Mitsubishi Chemical Group (4188) Q1 2026 earnings summary
Event summary combining transcript, slides, and related documents.
Q1 2026 earnings summary
16 Nov, 2025Executive summary
Q1 FY2025 saw a generally weak business environment due to global economic uncertainty and U.S. tariffs, but display-related and semiconductor businesses remained strong, aided by Chinese subsidies.
Core operating income for chemicals was JPY 11.6 billion, down 28% year-over-year, mainly due to price gap deterioration, lower MMA monomer prices, and inventory valuation losses.

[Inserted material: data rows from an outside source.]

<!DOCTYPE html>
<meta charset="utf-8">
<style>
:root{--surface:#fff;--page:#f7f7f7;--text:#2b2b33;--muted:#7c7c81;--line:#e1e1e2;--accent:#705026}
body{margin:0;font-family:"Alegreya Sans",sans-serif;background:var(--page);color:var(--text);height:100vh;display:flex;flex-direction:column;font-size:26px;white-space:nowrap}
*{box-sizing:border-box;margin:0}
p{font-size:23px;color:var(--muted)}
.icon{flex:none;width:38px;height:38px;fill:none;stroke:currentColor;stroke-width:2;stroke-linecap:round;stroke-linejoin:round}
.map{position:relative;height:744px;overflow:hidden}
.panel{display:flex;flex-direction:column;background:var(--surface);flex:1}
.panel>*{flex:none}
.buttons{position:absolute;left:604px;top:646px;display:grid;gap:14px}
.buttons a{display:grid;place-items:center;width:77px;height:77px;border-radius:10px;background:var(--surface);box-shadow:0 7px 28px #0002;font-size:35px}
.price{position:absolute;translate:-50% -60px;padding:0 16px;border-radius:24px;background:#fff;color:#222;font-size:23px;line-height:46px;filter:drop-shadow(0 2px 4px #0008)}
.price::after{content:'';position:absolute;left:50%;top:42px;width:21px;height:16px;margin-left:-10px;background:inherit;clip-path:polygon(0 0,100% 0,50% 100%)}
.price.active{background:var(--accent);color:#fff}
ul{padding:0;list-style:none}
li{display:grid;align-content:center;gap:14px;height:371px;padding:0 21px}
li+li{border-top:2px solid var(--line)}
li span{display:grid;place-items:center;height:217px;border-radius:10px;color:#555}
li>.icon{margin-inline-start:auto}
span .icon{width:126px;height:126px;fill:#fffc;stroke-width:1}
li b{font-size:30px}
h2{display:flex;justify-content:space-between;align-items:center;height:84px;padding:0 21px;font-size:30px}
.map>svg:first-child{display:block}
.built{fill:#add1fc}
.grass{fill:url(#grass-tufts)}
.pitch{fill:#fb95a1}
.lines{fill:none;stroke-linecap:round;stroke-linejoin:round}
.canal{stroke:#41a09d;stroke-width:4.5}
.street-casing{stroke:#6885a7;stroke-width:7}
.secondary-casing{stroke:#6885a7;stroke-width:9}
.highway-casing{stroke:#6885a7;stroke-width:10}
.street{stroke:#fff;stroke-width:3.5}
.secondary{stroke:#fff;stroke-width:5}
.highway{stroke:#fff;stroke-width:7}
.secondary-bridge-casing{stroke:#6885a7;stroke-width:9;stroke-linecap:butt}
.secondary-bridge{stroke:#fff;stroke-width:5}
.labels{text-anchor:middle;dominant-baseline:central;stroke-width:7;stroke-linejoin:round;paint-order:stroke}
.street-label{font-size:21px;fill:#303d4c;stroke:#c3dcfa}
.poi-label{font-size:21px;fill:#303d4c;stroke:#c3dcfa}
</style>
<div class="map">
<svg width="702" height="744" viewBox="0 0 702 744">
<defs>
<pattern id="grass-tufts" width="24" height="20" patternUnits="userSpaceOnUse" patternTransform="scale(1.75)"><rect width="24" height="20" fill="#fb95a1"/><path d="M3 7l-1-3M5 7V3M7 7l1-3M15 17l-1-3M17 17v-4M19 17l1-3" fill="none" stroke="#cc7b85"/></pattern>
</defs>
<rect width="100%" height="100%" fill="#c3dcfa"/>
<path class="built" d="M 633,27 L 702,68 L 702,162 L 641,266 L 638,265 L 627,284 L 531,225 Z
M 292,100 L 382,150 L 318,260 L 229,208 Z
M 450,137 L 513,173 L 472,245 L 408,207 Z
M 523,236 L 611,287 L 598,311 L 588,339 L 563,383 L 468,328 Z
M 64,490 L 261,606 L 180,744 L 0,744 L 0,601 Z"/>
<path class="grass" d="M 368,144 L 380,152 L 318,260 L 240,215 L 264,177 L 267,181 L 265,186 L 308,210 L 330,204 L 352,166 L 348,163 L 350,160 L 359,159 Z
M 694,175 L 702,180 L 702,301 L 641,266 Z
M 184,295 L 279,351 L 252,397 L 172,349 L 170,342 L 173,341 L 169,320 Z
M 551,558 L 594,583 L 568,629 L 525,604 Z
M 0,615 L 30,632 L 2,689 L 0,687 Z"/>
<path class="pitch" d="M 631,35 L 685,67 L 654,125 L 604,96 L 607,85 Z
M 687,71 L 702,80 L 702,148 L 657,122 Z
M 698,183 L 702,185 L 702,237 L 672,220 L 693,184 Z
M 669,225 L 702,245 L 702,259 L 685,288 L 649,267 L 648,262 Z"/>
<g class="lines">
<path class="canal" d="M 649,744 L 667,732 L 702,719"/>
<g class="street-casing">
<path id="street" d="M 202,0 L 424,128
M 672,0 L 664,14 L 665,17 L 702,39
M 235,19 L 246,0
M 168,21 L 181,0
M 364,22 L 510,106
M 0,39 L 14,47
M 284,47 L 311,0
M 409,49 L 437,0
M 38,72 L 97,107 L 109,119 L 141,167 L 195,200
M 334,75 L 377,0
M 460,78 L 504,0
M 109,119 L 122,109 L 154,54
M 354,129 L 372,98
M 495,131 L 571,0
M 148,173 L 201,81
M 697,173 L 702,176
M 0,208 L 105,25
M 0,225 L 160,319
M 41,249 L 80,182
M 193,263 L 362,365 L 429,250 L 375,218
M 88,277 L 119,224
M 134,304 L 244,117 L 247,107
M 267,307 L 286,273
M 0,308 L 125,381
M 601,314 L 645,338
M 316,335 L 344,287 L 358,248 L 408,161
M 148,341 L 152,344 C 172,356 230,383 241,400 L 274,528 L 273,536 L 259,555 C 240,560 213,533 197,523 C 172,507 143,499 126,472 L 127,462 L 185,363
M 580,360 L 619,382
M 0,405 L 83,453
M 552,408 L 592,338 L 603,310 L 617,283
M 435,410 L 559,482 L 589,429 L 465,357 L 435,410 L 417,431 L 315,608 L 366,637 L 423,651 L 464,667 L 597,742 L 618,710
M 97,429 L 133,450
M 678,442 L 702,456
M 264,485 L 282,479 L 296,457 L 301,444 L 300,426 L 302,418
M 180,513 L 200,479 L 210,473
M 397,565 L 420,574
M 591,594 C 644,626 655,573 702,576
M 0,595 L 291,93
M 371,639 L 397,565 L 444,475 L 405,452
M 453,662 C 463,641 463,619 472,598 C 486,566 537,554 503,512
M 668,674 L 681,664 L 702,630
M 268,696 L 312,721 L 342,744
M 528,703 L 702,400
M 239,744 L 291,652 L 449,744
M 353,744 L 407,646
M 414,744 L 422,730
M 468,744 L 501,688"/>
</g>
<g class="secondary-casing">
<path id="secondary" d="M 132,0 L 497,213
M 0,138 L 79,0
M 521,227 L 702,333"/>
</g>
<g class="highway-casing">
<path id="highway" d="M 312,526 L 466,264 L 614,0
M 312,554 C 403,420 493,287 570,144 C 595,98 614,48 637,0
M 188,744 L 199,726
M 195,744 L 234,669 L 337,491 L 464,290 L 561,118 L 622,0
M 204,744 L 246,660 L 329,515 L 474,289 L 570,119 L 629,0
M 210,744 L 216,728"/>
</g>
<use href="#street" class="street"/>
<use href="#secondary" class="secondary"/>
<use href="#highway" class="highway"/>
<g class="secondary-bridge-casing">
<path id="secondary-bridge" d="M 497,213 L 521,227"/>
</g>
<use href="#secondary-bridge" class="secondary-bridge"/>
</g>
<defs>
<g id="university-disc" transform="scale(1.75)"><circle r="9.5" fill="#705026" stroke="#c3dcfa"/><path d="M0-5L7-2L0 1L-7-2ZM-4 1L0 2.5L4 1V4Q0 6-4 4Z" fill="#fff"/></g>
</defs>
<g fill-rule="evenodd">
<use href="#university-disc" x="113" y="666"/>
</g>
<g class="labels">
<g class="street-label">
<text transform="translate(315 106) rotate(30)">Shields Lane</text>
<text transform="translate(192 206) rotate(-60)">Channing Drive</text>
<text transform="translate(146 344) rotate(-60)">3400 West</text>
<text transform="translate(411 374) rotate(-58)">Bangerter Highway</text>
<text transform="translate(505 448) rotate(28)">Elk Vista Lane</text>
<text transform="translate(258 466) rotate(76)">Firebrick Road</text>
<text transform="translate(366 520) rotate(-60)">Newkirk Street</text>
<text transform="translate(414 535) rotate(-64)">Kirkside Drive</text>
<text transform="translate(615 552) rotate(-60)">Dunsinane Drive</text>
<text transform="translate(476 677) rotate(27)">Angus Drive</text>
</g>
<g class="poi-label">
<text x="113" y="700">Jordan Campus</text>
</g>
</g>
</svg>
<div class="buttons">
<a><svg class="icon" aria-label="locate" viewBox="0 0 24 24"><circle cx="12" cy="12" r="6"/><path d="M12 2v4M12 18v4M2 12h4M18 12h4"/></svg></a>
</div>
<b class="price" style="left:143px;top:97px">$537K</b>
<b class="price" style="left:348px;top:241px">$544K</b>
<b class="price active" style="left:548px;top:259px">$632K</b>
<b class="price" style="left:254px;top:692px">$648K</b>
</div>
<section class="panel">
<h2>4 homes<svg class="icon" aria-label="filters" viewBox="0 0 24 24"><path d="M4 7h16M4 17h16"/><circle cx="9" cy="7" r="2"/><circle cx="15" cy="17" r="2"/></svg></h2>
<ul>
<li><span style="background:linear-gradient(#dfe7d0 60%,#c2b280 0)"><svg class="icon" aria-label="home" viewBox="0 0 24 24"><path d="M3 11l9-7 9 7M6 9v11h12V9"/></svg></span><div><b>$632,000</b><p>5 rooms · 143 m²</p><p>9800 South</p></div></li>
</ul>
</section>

Net income attributable to owners fell 51% year-on-year, mainly due to the reclassification of the Pharma segment as discontinued operations.
Sales revenue for Q1 FY2025 decreased 13.4% year-over-year to JPY 880.7 billion, with core operating income down 11.1% to JPY 56.6 billion and net income attributable to owners falling 50.5% to JPY 19.6 billion.
Comprehensive income attributable to owners dropped to JPY 33.6 billion from JPY 118.2 billion year-over-year.
Financial highlights
Sales revenue was JPY 880.7 billion, down JPY 136.3 billion or 13% year-on-year, with foreign exchange, sales prices, volume, and business restructuring all contributing to the decline.
Core operating income was JPY 56.6 billion, down JPY 7 billion or 11% year-on-year and at 47% of the first-half forecast.
Net income attributable to owners was JPY 19.6 billion, down 51% year-on-year.
Free cash flow was JPY 24.4 billion, with net cash from operations at JPY 60.2 billion and investing outflows of JPY 35.8 billion.
Basic earnings per share fell to JPY 13.96 from JPY 27.87 year-over-year.
Outlook and guidance
Full-year and dividend forecasts remain unchanged, with annual dividend at JPY 32 per share.
Proceeds from the transfer of Mitsubishi Tanabe Pharma are expected in Q2, improving the financial position.
FY2025 sales revenue forecast is JPY 3,740.0 billion (down 5.3% year-on-year), with core operating income of JPY 265.0 billion (up 15.8%) and net income attributable to owners of JPY 145.0 billion (up 222.1%).
Q2 is expected to see softer demand for display-related and automotive products, and profits are forecast to be weaker than Q1 in some segments.
MMA and derivatives profits are expected to decrease in Q2 due to a weak market.